As so often, Paul shook his head, then looked up doubtfully. ‘One evening I rebuked him for eating all my dinner. I had prepared none for him, thinking he would not return that evening. As was his habit, he responded with a bitter harangue on the pre-eminence of his work: he told me that he was employed by a great lord, and lesser men should presume nothing but to make straight his way.’
I kept my tone restrained. ‘Did he say which lord?’
‘Of course not. I assumed he meant the lord God. He often spoke of his calling as the Lord’s avenger, the cleansing flame of the Holy Spirit.’

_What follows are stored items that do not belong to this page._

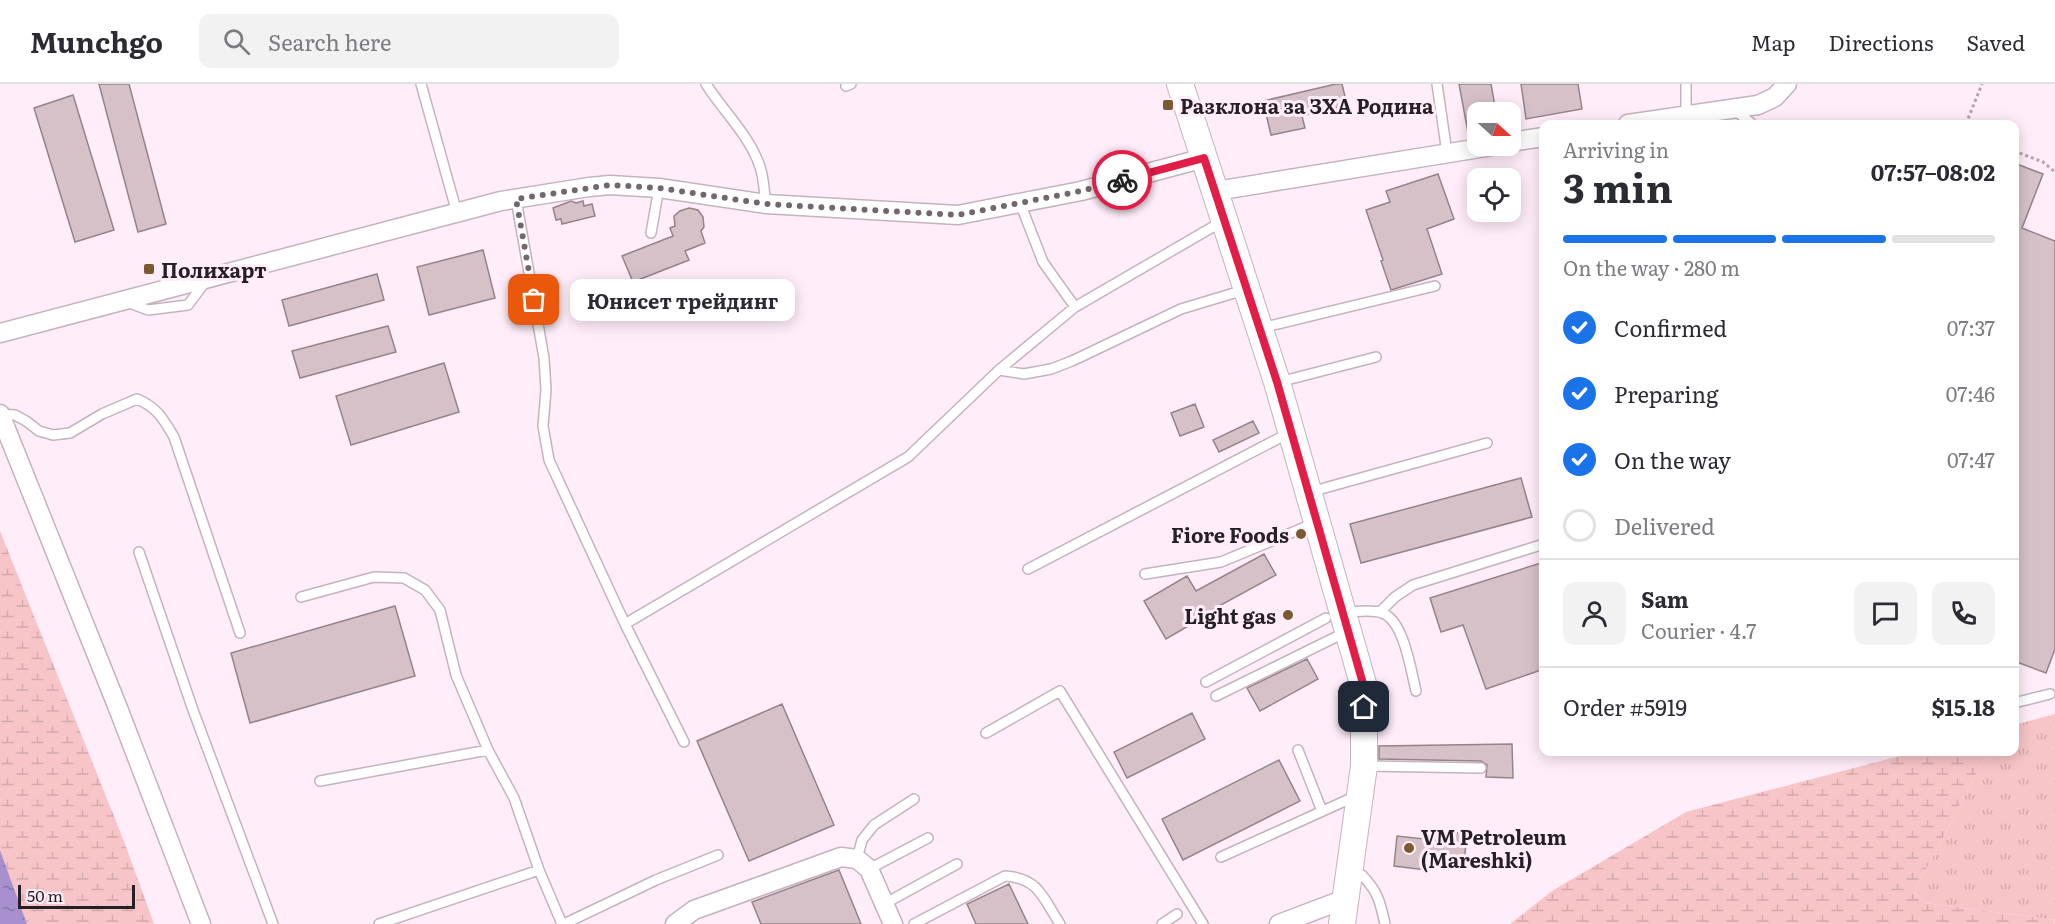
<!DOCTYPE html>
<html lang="en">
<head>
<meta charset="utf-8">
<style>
	body { margin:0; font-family:Literata,serif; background:#f2f2f3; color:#2b2b33; height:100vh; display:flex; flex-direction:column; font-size:22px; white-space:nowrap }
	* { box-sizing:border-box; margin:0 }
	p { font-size:20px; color:#7c7c81 }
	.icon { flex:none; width:33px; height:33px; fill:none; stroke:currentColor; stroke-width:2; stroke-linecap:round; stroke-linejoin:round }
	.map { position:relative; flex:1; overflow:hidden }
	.details { position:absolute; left:1539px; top:36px; width:480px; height:636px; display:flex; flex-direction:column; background:#fff; border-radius:12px; box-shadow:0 3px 15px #0003 }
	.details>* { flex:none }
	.needle { width:39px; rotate:111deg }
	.controls { position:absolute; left:1467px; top:18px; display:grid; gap:12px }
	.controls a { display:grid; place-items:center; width:54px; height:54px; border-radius:12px; background:#fff; box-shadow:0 3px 15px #0003; font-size:30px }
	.scale { position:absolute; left:18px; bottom:15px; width:117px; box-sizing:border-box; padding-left:6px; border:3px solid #261f24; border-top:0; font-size:16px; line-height:21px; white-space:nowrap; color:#261f24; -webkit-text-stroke:4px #ffedf9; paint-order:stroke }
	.pin { position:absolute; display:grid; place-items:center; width:51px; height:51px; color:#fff; margin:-26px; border-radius:12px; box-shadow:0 3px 9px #0006 }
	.courier { position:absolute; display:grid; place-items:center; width:60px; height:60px; margin:-30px; border:4px solid #e11d48; border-radius:50%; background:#fff; color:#222; box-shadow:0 2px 8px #0007 }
	.bubble { position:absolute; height:42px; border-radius:12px; background:#fff; box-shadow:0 3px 15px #0003; font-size:20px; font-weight:700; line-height:42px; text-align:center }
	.overview em { font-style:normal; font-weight:700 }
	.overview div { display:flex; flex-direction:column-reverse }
	.overview { display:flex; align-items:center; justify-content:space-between; height:102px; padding:0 24px }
	h1 { font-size:39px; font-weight:700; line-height:45px }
	.bar { display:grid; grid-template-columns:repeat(4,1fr); gap:9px 6px; align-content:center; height:72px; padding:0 24px }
	.bar i { height:8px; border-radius:4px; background:#e1e1e2 }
	.bar .on { background:#1a73e8 }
	.bar p { grid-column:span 4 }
	.line { display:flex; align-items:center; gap:15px; padding:0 24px; border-top:2px solid #e1e1e2 }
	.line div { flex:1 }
	.round { display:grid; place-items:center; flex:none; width:63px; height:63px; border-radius:12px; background:#f2f2f3 }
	ol { padding:0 24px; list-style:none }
	li { display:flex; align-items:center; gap:18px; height:66px }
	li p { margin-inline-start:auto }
	li .icon { padding:6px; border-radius:50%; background:#1a73e8; color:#fff; stroke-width:4 }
	li:last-child { color:#7c7c81 }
	li i { width:33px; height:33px; border:3px solid #e1e1e2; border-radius:50% }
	header { display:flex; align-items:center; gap:36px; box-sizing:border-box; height:84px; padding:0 30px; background:#fff; border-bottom:2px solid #e1e1e2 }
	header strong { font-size:28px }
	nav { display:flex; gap:33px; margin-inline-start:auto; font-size:21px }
	.search { width:420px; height:54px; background:#f2f2f3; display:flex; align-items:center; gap:15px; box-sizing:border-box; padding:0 21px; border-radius:12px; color:#7c7c81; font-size:22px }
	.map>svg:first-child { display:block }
	.grass { fill:url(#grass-tufts) }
	.wetland { fill:url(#wetland-marsh) }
	.water { fill:url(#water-ripples) }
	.building { fill:#d6c1c8; stroke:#968389; stroke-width:1.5 }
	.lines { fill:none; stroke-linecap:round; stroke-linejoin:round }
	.lane-casing { stroke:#c4b3be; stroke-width:12 }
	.street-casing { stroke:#c4b3be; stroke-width:21 }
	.secondary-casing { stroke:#c4b3be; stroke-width:28 }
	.path { stroke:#b3a5ae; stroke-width:3; stroke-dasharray:3 3; stroke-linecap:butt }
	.lane { stroke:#fff; stroke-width:9 }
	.street { stroke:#fff; stroke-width:18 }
	.secondary { stroke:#fff; stroke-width:26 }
	.done { stroke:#72676f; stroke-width:6; stroke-dasharray:0 10.8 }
	.route { stroke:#e11d48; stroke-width:8 }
	.poi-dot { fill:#7b5a31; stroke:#ffedf9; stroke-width:2 }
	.labels { text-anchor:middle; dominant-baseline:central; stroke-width:6; stroke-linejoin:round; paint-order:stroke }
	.poi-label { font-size:20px; font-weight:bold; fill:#261f24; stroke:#ffedf9; text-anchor:start }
</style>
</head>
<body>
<header>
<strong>Munchgo</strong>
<div class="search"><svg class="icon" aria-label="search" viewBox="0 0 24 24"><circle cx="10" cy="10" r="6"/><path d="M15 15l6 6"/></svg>Search here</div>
<nav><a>Map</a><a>Directions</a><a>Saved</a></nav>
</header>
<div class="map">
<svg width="2055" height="840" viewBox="0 0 2055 840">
	<defs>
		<pattern id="grass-tufts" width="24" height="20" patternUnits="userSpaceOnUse" patternTransform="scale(1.5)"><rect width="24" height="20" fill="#f7c5c7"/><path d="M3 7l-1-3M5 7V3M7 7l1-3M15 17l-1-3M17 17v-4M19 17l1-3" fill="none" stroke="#d4a9ab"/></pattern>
		<pattern id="wetland-marsh" width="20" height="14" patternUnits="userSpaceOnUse" patternTransform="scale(1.5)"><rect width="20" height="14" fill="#f7c5c7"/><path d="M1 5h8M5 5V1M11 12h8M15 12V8" fill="none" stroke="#d4a9ab"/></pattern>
		<pattern id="water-ripples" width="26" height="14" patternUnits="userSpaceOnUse" patternTransform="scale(1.5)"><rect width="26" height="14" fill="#a890cf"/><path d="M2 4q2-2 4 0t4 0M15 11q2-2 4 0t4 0" fill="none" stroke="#8975a8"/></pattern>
	</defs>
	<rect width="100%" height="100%" fill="#ffedf9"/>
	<!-- grass -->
	<path class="grass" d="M2055 630V836L1925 819 1914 808 1988 668H2014L2015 641Z"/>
	<!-- wetland -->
	<path class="wetland" d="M0 447 125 760 154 840H27L0 766Z
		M1915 668H1988L1914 808 1925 819 2054 836 2055 840H1510L1552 807 1686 728Z"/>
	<!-- water -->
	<path class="water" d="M0 766 27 840H0Z"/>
	<!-- building -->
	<path class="building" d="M99 0H129L166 140 138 148Z
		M1336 0H1342L1347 21 1302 32 1305 44 1271 51 1263 17Z
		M1459 0H1491L1496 28H1478V53L1469 54Z
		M1521 0H1578L1582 25 1526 35Z
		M73 11 114 146 75 158 34 24Z
		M2014 79 2043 90 2022 144 2055 157V565L2046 589 2014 577Z
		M1438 90 1454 135 1427 145 1442 190 1391 206 1381 177 1383 176 1366 126 1390 118 1386 107Z
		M571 117 576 119 583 117 584 122 592 120 595 132 562 140 561 135 556 136 553 124Z
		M689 124 698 126 703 133 704 143 701 147 705 159 685 167 689 176 633 198 622 172 673 152 670 144 675 142 674 132 680 127Z
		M483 166 495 214 429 231 417 183Z
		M377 190 384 216 289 242 282 216Z
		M388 242 396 268 300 294 292 267Z
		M444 279 459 328 351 361 336 312Z
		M1195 320 1204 343 1180 352 1171 329Z
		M1253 337 1259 349 1219 368 1213 356Z
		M1521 394 1532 433 1361 479 1350 440Z
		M1264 470 1276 491 1208 528 1209 530 1166 555 1144 517 1187 492 1196 507Z
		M1544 478V585L1486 605 1463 541 1441 548 1430 514Z
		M395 522 415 592 250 639 231 569Z
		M1307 575 1318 595 1260 627 1247 604Z
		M782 620 834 741 749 777 697 657Z
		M1192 629 1205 655 1127 694 1114 668Z
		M1512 660 1513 694 1486 693 1487 681 1481 677 1379 675V662Z
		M1279 676 1300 717 1183 776 1162 735Z
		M1444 747 1467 750 1464 779 1427 775 1426 786 1394 782 1397 752 1442 757Z
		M839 786 861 840H761L752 818Z
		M1009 800 1028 840H976L967 820Z"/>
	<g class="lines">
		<defs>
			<path id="lane" d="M421 0 457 129
				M706 0C723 27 750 52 760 83 764 94 764 108 766 120
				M1437 0 1447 69
				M846 2 851 0
				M1735 26 1752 40
				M1686 33V0
				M516 115 544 274 546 306 543 342 549 376 625 540 684 658
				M1020 119 1043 178 1075 223
				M651 149 659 104
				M127 218 148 226 188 221 206 197
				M1261 244 1435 202
				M999 286 1024 290 1051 285 1072 277 1181 225 1244 206
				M1279 298 1376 273
				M0 330 15 331 26 337 39 347 53 351 70 349 102 330 137 315C157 323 164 336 174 353L240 549
				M1310 408 1487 359
				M139 468 193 626 273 840
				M1028 485 1289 349
				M1145 490 1221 478 1315 439
				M301 513 374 493 404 494 425 506 440 526 456 591 488 666 514 714 539 786 562 840
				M1345 528C1356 528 1372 525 1382 529 1404 536 1411 587 1416 607
				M1380 528 1395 513 1413 501 1544 460
				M625 540 908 373 999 286 1075 223 1223 137
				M1206 598 1326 534
				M1216 612 1346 548
				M2014 619 2050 610
				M986 649 1060 607 1203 840
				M1298 666 1322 727
				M1367 682 1481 684
				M320 697 488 666
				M1221 773 1356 712
				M857 775 862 756 874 741 914 715
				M869 785 928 754
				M1362 791C1378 808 1380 817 1385 840
				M884 820 957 780
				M379 840 539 786
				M564 840 656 796 718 771
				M914 840 1005 792C1039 794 1043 814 1060 840
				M1162 840 1177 830"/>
			<path id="street" d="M1628 40 1758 21 1775 13 1787 0
				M1510 58 1544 53
				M1216 107 1492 62
				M0 249 501 117 589 103 610 101 659 104 766 120 958 131 1081 107 1204 74
				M0 330 118 624 201 840
				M675 840 694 826 841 773 857 775 869 785 893 840
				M1279 840 1345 815"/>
			<path id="secondary" d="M1180 0 1277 298 1364 603V682L1342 840"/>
		</defs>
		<!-- lane casing -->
		<use href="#lane" class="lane-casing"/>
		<!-- street casing -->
		<use href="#street" class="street-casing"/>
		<!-- secondary casing -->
		<use href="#secondary" class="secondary-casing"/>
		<!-- path -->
		<path class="path" d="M1966 40 1982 0
			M2014 67 2043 78 2055 88"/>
		<!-- lane -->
		<use href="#lane" class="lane"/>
		<!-- street -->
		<use href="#street" class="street"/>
		<!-- secondary -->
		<use href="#secondary" class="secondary"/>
	</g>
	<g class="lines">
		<!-- done -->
		<path class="done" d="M534 216 516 115 610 101 659 104 766 120 958 131 1081 107 1122 96"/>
		<!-- route -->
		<path class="route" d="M1122 96 1204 74 1277 298 1364 603V623"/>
	</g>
	<!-- markers -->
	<g class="poi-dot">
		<rect x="1162" y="15" width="12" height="12" rx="3"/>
		<rect x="143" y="179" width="12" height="12" rx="3"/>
		<circle cx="1301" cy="450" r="6"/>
		<circle cx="1288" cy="531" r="6"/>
		<circle cx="1409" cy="764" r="6"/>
	</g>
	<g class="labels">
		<!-- poi labels -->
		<g class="poi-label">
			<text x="1180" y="21">Разклона за ЗХА Родина</text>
			<text x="161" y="185">Полихарт</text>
			<text x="1289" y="450" text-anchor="end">Fiore Foods</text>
			<text x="1276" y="531" text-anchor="end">Light gas</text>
			<text x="1421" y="752">VM Petroleum<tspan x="1421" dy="23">(Mareshki)</tspan></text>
		</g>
	</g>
</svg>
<div class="controls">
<a><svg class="needle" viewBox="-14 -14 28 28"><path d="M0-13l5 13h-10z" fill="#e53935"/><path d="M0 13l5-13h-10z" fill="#7c7c81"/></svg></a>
<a><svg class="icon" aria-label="locate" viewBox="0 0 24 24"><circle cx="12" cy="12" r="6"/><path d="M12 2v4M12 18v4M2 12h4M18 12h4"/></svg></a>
</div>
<div class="scale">50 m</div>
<div class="pin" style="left:534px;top:216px;background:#ea580c"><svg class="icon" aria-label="bag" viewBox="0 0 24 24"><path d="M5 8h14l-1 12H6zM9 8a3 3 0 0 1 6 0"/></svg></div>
<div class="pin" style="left:1364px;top:623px;background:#1f2937"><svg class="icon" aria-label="home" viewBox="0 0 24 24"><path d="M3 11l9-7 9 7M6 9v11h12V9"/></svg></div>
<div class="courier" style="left:1122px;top:96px"><svg class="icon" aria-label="bike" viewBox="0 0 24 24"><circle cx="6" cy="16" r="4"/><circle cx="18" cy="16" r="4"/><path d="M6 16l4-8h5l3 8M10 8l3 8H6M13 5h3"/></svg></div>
<div class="bubble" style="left:570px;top:195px;width:225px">Юнисет трейдинг</div>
<section class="details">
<div class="overview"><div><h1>3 min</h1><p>Arriving in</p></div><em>07:57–08:02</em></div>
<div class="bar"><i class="on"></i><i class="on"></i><i class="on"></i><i></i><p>On the way · 280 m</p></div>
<ol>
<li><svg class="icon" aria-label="check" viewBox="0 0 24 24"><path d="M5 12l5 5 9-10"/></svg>Confirmed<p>07:37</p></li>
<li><svg class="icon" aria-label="check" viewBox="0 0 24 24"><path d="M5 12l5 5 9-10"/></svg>Preparing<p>07:46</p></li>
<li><svg class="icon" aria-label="check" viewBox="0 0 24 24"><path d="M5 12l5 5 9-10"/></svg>On the way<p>07:47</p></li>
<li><i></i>Delivered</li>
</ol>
<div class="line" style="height:108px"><a class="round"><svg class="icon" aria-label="person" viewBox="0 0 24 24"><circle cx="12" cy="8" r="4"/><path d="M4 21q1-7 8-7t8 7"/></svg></a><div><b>Sam</b><p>Courier · 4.7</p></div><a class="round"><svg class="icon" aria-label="chat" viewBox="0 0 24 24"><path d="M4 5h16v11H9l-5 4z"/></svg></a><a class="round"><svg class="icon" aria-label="phone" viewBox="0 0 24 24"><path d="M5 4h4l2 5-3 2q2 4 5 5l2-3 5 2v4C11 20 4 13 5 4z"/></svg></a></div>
<div class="line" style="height:78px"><div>Order #5919</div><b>$15.18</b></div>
</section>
</div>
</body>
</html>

‘Did he speak of what he would avenge?’
For the first time, I drew from Paul a feeble smile. ‘Constantly. He wanted to cleanse the city of her filth, her heresies, and restore purity to her streets. To him she is Babylon, the great mother of whores and abominations, drunk on the blood of the saints. Michael swore that in the hour of her doom she will be made desolate and naked, her flesh will be devoured and burned with fire, and he will be the agent of this destruction.’ His smile widened a little. ‘If you read the apocalypse of the divine Saint John, you will understand.’
‘I know the apocalypse.’
‘During his years in Rheims, he had somehow been persuaded that this was his proper task.’
‘His years where ?’
‘Rheims, I think he called it. A barbarian town. He spent some time at a school there, and later took orders in its abbey. It is where he was re-baptised as Odo. I do not know where it is.’
I did not know where it was either, but I knew I had heard of it. I thought back to a dusty library and a severe archivist lecturing me on Frankish saints.
‘Did your brother ever speak of a Saint Remigius?’ I asked. ‘Or show you a ring inscribed with that name, mounted with a cracked garnet.’ I reached into my pocket, fumbling for the ring which I had carried with me ever since that day in the forest, as if by holding his totem I might gain some grasp over the monk himself. ‘This ring?’
Impervious to the excitement in my voice, Paul shrugged. ‘He did have a ring, but I did not see it closely. It was red; it may be the one you hold. I glimpsed it only when he washed. He said it was a token of the barbarian town.’